Chapitre LXVI.

Au temps de Néron étaient très en honneur, bien que rares, les représentations du soir dans les cirques et les amphithéâtres. Les augustans les prisaient, parce qu’elles étaient presque toujours suivies de festins et d’orgies qui se prolongeaient jusqu’au matin. Quoique le peuple fût déjà rassasié de sang, la nouvelle que la fin des jeux était proche et que les derniers chrétiens allaient mourir dans le spectacle du soir amena sur les gradins une foule considérable.
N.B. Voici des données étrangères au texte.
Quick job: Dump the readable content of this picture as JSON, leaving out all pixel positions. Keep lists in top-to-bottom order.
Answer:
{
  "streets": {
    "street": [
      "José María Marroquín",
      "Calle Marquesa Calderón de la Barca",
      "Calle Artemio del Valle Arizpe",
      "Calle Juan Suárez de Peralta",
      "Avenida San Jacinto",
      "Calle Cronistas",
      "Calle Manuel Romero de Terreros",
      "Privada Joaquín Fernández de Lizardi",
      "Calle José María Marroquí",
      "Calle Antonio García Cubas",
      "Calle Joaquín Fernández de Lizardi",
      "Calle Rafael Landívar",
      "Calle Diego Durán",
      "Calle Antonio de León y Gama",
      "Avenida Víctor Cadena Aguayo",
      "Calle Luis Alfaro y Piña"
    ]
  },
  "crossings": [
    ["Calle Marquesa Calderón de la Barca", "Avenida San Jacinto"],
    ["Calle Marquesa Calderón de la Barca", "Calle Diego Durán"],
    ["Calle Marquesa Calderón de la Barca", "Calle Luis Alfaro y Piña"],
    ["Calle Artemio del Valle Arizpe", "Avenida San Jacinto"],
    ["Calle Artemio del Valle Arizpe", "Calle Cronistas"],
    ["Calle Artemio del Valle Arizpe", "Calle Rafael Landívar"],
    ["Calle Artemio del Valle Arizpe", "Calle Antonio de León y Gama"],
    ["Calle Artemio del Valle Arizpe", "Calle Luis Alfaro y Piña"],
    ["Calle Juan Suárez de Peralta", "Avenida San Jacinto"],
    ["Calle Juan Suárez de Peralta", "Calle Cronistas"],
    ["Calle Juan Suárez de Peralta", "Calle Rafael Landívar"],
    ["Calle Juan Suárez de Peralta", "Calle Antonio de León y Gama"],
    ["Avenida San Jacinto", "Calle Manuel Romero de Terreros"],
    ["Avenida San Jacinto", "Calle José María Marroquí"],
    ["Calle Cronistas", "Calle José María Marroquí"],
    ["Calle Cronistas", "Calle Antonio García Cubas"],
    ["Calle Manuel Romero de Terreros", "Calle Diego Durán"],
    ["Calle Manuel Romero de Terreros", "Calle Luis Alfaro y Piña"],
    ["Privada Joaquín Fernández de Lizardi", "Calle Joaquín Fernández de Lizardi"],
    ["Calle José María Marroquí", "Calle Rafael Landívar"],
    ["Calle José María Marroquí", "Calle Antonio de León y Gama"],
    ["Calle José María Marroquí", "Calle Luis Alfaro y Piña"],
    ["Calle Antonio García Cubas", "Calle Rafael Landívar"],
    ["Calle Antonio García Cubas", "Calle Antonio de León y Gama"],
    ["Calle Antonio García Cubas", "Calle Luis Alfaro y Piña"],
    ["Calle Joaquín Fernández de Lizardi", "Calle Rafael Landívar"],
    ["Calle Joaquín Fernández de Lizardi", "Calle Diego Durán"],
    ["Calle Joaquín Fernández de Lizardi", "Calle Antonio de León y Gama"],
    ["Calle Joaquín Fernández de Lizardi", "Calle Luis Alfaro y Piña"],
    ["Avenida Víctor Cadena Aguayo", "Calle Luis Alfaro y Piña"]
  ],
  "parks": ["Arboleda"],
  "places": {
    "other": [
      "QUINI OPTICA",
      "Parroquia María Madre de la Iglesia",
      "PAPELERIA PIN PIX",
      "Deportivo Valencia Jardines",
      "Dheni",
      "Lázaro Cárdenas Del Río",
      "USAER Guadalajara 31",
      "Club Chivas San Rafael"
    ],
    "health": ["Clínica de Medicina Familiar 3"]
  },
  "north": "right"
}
Les augustans vinrent tous, avec l’intuition que César était résolu à s’offrir le spectacle de la douleur de Vinicius. Tigellin avait gardé le silence quant au genre de supplice réservé à la fiancée du jeune tribun ; et ce mystère ne faisait qu’aviver la curiosité générale. Ceux qui, jadis, avaient vu Lygie chez les Plautius, ne tarissaient pas d’éloges sur sa beauté. Les autres s’inquiétaient principalement de savoir si elle paraîtrait sur l’arène ; car ceux qui, chez Nerva, avaient entendu la réponse de Néron à Pétrone, la commentaient chacun à sa manière. D’aucuns allaient jusqu’à supposer que Néron rendrait, peut-être même qu’il avait déjà rendu, la vierge à son fiancé ; on se souvenait qu’étant un otage, cette qualité lui donnait le droit d’adorer telles divinités qu’il lui plaisait et que le droit des gens ne permettait point de la punir de ce chef.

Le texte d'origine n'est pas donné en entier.